Thus, dad looks very strict in the eyes of the baby. But you probably want to have more friendly relations? Let's look at how to do this.

Usually, fathers, looking at small children, often dream that the child will grow up faster, learn to walk, play, talk... So that we can communicate normally. But when this moment arrives, you are surprised to find that mutual language It's hard enough.

And all because when the baby was very small, you didn’t hold him in your arms much, talked to him and, probably, felt relieved when you gave him to his mother. It turns out that mom and baby have constant physical contact, and dad only watches. But such a distance allows the baby to determine from his father’s reaction whether this or that action can be done or not. And therefore, male education often comes down to prohibiting or allowing.

According to some observations, a child who was raised by his father in the first year of life and took part in caring for him is more sociable, adequate and less afraid strangers. Therefore, there is no need to distance yourself from raising your baby during this period.

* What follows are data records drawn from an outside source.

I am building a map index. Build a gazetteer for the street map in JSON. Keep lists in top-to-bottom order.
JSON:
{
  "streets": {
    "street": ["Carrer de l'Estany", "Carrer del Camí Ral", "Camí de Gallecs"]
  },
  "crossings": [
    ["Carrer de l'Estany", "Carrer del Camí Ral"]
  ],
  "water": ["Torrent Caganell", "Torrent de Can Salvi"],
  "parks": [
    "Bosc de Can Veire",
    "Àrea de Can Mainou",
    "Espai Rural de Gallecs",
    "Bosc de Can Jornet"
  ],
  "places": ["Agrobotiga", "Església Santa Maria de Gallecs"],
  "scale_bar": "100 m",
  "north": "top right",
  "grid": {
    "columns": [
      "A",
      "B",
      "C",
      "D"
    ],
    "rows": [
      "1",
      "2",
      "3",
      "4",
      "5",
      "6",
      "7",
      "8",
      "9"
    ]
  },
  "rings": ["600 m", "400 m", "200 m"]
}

Male education should begin from birth. And there is no need to put it off for the future. Here are some tips to show you where to start:

1. Be involved in your child's care. This will allow you to get used to it.

2. Soothe your baby if he cries, together with your spouse. This will certainly add confidence to you when communicating with him.

3. It usually takes dads time to understand that they love their child. Try to develop your love. Take him in your arms more often, see how cute, smart he is...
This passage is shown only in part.